§ GOAL OF THE EXERCISE
What is needed is an exact transcription of the listing, with the images removed.

RECORDS PROVIDED below:

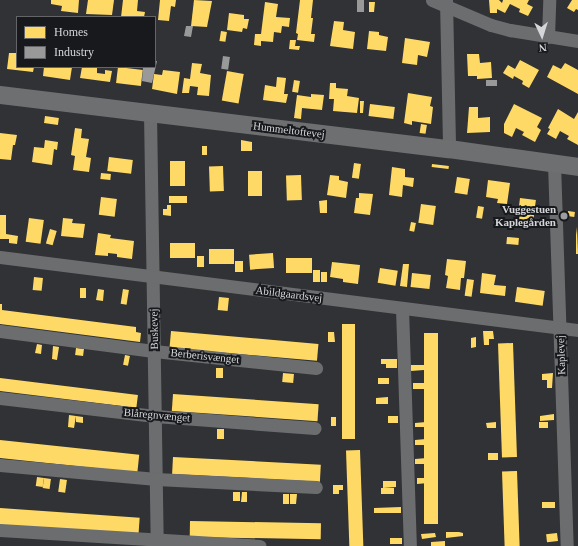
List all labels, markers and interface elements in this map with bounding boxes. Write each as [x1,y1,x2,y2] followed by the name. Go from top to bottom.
[16,16,156,68] legend
[522,16,562,56] north arrow
[54,25,88,39] text: Homes
[538,42,547,54] text: N
[54,45,94,59] text: Industry
[252,119,326,141] street label: Hummeltoftevej
[495,203,556,229] place label: Vuggestuen Kaplegården
[559,211,569,221] marker: Vuggestuen Kaplegården
[255,283,323,305] street label: Abildgaardsvej
[147,308,161,350] street label: Buskevej
[554,335,568,375] street label: Kaplevej
[170,346,240,366] street label: Berberisvænget
[123,406,191,424] street label: Blåregnvænget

End of RECORDS PROVIDED.

§ RESULT OF THIS TASK
List all labels, markers and interface elements in this map with bounding boxes. Write each as [x1,y1,x2,y2] followed by the name. Go from top to bottom.
[16,16,156,68] legend
[522,16,562,56] north arrow
[54,25,88,39] text: Homes
[538,42,547,54] text: N
[54,45,94,59] text: Industry
[252,119,326,141] street label: Hummeltoftevej
[495,203,556,229] place label: Vuggestuen Kaplegården
[559,211,569,221] marker: Vuggestuen Kaplegården
[255,283,323,305] street label: Abildgaardsvej
[147,308,161,350] street label: Buskevej
[554,335,568,375] street label: Kaplevej
[170,346,240,366] street label: Berberisvænget
[123,406,191,424] street label: Blåregnvænget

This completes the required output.